Beekeeping in the End Times is based on unique fieldwork by a professional  anthropologist who is also a filmmaker and beekeeper with insider access to a region and its apiary practices. From her book’s opening question, “Are the bees still swarming?” through its development of a “near-end ecology,” Dr Larisa Jašarević reveals the interspecies crises and also the practices that beekeepers have evolved to confront them.

This book is paired with a film; both convey Bosnian Muslim apicultures and stories about the world’s imminent ecological collapse. It shows how Islamic apocalyptic lore informs human-apian relations with ecological insights that, surprisingly, inspire hope. With an intimate knowledge of local grounds, and at a whispering distance from the bees, the beekeepers and their anthropologist not only point to strange new developments and trends, but articulate new questions and concerns about climate change futures.

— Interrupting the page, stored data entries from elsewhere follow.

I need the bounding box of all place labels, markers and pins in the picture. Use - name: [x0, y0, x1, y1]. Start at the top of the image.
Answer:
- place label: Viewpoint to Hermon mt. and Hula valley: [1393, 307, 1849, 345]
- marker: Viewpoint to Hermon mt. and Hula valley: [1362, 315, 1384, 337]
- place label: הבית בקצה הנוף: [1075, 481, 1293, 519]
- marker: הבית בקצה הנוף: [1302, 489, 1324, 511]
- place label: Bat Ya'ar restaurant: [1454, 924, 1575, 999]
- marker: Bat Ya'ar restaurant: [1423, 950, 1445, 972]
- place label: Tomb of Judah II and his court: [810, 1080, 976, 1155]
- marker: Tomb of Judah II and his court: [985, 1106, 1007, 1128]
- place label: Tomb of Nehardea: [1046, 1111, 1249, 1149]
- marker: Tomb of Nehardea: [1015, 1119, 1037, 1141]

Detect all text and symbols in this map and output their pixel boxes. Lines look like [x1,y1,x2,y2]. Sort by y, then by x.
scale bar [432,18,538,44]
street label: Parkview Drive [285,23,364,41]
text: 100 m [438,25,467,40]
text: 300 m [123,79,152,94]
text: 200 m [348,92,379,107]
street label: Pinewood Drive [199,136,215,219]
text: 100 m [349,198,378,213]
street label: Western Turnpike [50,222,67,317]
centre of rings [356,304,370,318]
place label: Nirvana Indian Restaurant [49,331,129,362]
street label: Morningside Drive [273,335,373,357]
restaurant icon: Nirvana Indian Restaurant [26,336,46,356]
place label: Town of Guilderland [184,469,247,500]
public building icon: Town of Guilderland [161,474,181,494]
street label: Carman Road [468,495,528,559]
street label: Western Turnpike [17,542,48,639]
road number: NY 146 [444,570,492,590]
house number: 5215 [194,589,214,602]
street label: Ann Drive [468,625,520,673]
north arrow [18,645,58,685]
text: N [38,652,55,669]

Dr Jašarević is an independent scholar, beekeeper, and filmmaker. She is the author of Health and Wealth in the Bosnian Market: Intimate Debt (Indiana University Press, 2017), has taught at the University of Chicago and, and has been a visiting scholar at the Max Planck Institute for the History of Knowledge in Berlin. She is a regular commentator on topics ranging from climate change and apiary ecology to Islamic metaphysics and apocalyptic thought.

Larisa was joined by three panelists: William Gallois, Professor of the History of the Mediterranean Islamicate World at the University of Exeter, and author of Qayrawān: The Amuletic City (2024); Karim Lahham, Senior Research Fellow at the Tabah Foundation, Cairo and author of The Anatomy of Knowledge & The Ontological Necessity of First Principles (2021); and Nur Sobers-Khan, Director of the Aga Khan Documentation Center, MIT and – from 2015 to 2021 – Lead Curator for South Asia Collections at the British Library. A Q&A followed, moderated by Chris Newfield, ISRF Director of Research.

This event is the thirty-first in the ISRF’s series of Book Launches.